A peine une heure de repos et il faut repartir. Les djins ont pris une vigueur nouvelle dans cette eau si froide et ils filent encore plus vite, avec des bonds de chèvre, qui nous font sauter nous-mêmes dans nos chars.
Traversé les mêmes plaines, les mêmes rizières, les mêmes torrents et les mêmes villages,—plus tristes, ainsi vus au crépuscule. Des milliers de crabes gris, sortis de leurs trous à la fraîcheur du soir, s'enfuient devant nous sur le chemin.

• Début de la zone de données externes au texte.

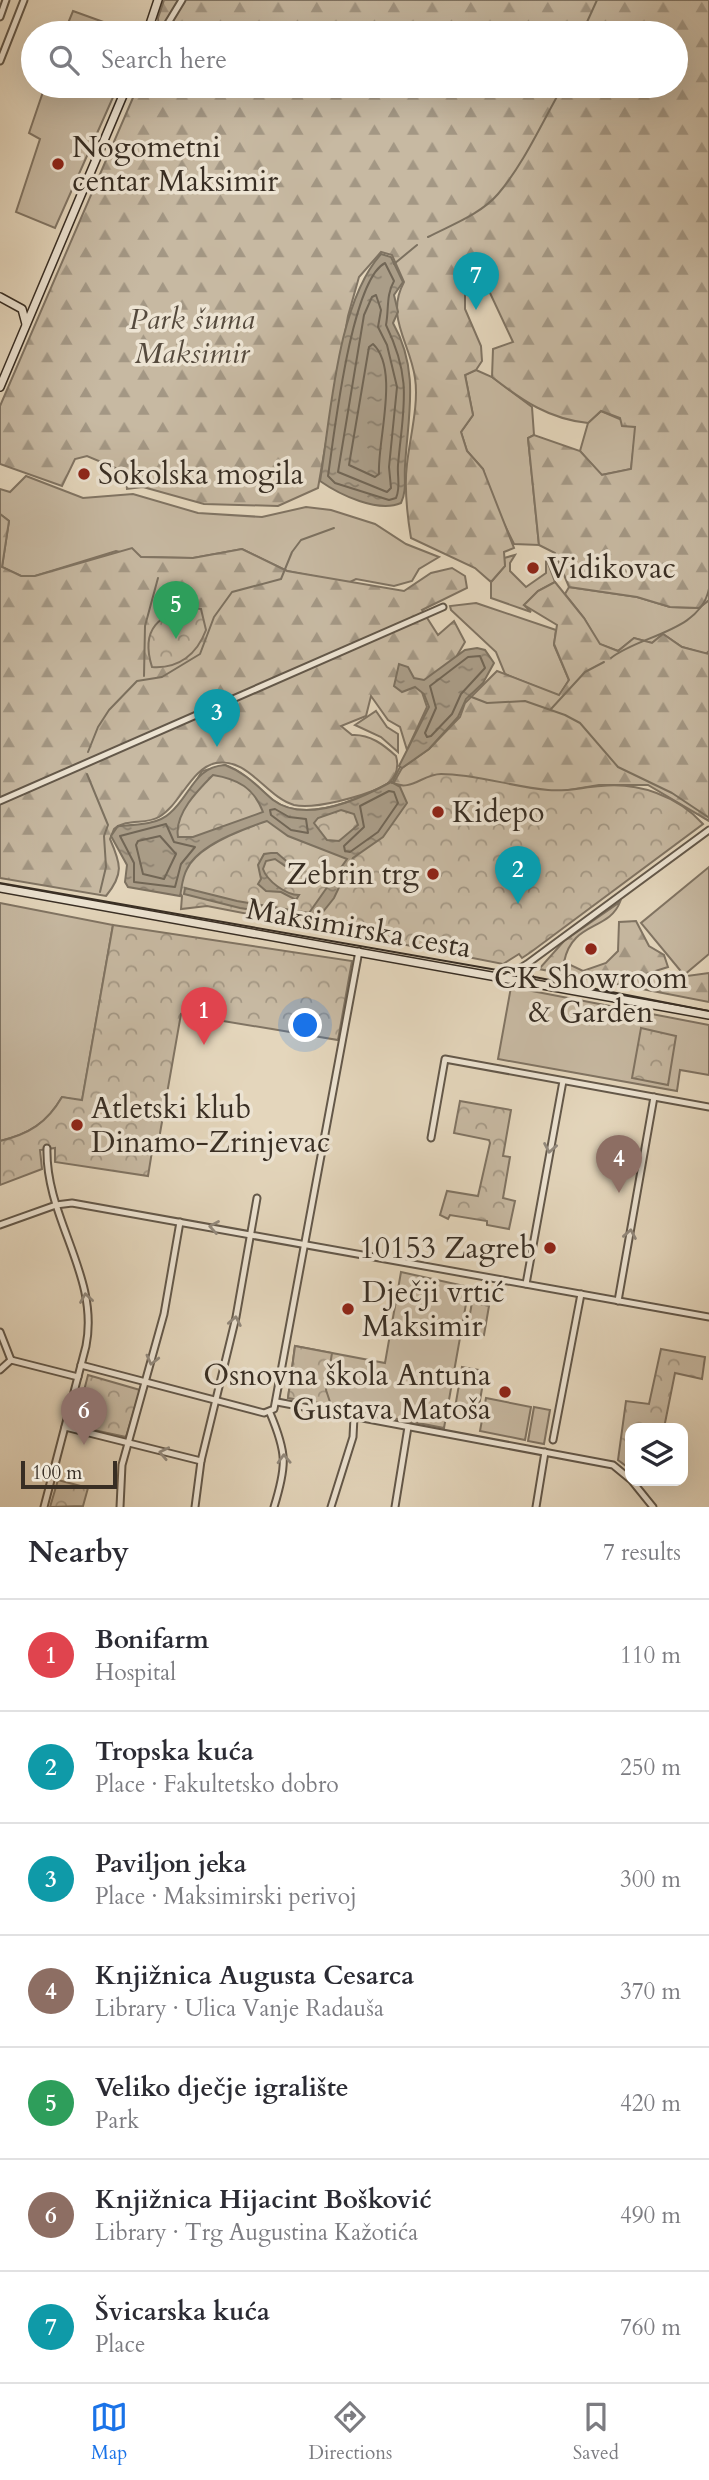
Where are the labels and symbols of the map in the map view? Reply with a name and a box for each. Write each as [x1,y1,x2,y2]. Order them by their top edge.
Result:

Au pied de la dernière chaîne de montagnes, celle qui nous sépare de Nagasaki, il est nuit close et nous allumons nos lanternes.
Nos coureurs, toujours nus, vont leur train rapide,—infatigables, s'excitant par des cris.
La nuit est douce, tiède,—en haut très étoilée et en bas pleine de petits feux imperceptibles: vers luisants enfouis sous les hautes herbes, lucioles voltigeant dans les bambous comme des étincelles. Les cigales, naturellement, chantent un grand ensemble nocturne et leur bruit devient de plus en plus sonore à mesure que nous nous élevons dans les régions boisées qui entourent Nagasaki. Tous ces fouillis si verts, tous ces bois suspendus qui, dans le jour, étaient d'une si éclatante couleur, font à présent des masses d'un noir intense, les unes surplombant nos têtes, les autres perdues dans des profondeurs sous nos pieds.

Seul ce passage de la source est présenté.